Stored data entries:
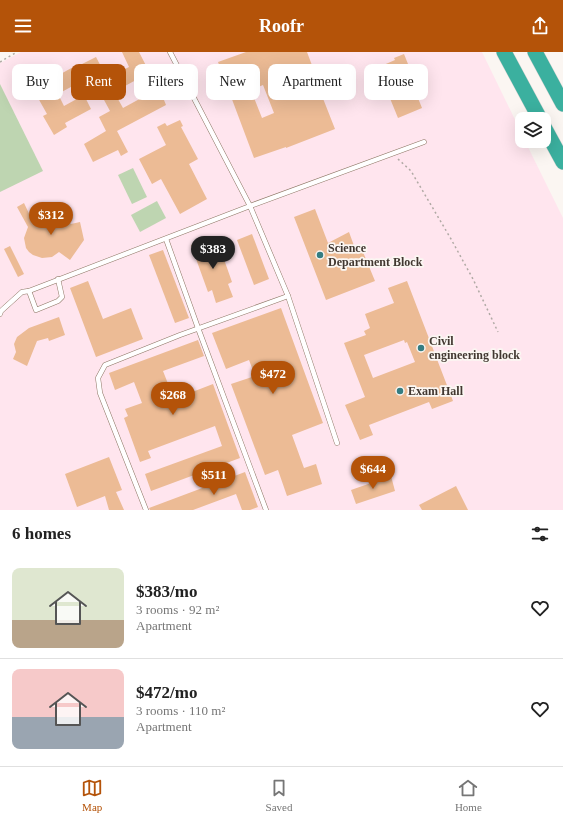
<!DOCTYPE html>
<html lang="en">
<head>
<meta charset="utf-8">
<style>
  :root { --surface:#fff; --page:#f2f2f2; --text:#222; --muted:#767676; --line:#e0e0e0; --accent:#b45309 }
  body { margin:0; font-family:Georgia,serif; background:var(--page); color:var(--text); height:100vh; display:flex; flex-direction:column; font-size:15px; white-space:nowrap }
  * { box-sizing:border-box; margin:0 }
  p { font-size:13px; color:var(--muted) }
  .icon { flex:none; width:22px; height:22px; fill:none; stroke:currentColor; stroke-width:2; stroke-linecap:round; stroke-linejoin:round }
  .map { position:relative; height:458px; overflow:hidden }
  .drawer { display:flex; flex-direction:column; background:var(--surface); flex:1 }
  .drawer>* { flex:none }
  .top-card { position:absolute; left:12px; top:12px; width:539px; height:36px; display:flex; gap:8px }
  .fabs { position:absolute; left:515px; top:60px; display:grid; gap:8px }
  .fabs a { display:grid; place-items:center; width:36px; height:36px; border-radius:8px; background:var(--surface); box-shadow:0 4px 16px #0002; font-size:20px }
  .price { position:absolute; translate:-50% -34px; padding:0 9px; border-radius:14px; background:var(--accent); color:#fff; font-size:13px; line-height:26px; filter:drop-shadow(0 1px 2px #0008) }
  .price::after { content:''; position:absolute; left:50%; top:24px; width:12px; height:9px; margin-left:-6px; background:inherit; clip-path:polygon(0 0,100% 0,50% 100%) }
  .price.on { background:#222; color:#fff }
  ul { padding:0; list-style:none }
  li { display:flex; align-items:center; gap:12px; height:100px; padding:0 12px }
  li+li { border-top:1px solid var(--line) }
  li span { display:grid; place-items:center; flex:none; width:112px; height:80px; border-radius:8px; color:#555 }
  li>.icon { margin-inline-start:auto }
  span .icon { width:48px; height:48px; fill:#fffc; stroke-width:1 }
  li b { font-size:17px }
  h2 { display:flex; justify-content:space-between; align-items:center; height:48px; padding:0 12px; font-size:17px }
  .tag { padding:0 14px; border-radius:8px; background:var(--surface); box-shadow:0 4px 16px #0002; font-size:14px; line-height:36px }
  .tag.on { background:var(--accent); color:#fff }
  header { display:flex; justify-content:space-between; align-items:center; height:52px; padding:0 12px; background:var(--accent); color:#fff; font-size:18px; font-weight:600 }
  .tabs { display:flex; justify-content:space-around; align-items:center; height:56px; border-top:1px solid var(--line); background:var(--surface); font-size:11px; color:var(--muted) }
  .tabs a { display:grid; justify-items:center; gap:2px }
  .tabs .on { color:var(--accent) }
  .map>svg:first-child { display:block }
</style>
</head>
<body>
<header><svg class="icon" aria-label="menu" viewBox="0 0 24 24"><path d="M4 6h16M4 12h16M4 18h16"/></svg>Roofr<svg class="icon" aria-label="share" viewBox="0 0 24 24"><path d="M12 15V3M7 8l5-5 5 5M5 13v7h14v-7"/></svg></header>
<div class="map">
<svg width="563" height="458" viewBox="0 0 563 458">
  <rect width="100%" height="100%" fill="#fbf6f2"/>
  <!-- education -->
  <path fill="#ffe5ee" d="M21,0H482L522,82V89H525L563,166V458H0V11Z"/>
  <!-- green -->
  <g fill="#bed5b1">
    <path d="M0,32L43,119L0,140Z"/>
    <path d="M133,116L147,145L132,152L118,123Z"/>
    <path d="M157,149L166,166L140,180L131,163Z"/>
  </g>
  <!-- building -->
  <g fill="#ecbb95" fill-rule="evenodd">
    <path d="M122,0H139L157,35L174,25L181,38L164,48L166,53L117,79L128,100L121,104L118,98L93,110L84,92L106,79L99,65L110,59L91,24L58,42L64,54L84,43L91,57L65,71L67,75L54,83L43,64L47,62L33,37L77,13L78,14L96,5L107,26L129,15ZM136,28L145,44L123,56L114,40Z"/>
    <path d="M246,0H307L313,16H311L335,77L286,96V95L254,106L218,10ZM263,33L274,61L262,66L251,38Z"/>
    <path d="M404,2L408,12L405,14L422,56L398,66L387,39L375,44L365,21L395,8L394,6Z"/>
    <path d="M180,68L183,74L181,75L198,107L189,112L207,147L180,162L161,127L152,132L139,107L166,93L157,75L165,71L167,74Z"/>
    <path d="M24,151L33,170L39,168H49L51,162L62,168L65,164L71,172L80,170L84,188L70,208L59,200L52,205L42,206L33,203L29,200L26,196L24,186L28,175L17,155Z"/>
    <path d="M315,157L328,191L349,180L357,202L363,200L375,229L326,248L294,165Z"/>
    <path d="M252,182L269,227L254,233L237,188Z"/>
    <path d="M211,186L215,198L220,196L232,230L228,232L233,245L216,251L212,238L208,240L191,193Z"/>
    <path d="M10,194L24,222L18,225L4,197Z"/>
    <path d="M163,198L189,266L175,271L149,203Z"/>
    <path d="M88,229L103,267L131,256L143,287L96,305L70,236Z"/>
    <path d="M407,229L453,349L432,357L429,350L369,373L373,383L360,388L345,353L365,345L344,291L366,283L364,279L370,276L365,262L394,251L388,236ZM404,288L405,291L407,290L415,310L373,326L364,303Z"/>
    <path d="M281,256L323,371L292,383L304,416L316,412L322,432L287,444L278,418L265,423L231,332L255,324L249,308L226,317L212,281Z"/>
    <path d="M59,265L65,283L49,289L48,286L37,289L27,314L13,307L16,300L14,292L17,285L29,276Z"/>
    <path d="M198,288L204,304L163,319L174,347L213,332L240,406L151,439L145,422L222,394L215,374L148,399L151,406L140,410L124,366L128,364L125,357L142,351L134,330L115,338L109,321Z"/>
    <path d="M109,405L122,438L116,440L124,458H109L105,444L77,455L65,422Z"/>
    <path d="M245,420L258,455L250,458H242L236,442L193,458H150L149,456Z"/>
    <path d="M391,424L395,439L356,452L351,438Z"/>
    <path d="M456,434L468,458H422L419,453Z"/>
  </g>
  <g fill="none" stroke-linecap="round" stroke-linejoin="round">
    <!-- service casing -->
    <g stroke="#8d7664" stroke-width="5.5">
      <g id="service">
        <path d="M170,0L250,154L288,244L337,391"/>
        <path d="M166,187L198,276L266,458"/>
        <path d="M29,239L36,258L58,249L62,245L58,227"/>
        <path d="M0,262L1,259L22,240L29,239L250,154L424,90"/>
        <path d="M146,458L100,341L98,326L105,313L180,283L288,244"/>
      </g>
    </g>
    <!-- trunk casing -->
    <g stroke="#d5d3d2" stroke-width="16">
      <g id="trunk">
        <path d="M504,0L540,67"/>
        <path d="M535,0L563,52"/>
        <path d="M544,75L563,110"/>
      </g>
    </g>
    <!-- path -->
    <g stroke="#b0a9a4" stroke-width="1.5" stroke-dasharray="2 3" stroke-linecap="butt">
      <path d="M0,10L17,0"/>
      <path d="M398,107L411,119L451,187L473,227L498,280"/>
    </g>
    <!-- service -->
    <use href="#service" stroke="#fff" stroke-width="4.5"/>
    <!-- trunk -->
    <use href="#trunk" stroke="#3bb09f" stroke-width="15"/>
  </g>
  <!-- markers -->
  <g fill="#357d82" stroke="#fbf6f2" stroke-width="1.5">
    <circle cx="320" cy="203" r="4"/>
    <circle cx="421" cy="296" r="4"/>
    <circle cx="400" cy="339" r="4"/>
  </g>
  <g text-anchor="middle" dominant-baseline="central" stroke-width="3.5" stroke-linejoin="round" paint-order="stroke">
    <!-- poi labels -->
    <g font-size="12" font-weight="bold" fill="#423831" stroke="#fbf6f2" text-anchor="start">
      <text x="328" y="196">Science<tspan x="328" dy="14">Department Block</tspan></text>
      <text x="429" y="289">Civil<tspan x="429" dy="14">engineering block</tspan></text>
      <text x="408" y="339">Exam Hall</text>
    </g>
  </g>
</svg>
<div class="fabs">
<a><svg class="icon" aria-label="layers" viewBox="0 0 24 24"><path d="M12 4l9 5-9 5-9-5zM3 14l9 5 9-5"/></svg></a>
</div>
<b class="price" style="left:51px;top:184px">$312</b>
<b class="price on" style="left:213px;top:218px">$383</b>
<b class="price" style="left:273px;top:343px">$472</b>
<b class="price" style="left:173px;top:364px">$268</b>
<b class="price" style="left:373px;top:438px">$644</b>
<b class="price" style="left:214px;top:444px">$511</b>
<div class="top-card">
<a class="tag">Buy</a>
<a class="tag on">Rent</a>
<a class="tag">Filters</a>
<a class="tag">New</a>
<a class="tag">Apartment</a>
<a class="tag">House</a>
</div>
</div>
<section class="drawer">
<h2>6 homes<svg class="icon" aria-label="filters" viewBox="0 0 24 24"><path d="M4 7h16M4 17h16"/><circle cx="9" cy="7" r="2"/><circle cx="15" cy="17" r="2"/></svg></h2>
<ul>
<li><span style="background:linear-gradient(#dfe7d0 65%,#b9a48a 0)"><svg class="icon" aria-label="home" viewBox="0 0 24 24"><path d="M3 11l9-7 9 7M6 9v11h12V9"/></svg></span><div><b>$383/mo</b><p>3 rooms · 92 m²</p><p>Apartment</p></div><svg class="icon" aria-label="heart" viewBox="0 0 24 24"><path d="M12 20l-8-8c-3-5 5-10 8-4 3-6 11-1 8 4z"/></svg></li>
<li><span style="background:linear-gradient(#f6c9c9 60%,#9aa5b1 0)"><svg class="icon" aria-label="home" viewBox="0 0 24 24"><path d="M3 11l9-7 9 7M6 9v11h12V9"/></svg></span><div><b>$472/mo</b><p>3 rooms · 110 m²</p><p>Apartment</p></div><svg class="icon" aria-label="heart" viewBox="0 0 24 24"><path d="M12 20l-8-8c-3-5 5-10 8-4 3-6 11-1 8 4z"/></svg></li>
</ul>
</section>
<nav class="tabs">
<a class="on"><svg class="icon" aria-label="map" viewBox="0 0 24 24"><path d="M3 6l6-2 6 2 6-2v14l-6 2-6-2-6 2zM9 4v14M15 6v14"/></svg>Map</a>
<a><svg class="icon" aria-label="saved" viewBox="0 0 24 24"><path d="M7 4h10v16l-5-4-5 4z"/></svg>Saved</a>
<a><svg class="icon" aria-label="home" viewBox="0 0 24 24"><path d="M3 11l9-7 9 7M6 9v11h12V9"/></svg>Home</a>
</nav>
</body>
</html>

Task objective: Every line in the records above that contains the word "anchor" should be copied out.

Output for this exercise:
  <g text-anchor="middle" dominant-baseline="central" stroke-width="3.5" stroke-linejoin="round" paint-order="stroke">
    <g font-size="12" font-weight="bold" fill="#423831" stroke="#fbf6f2" text-anchor="start">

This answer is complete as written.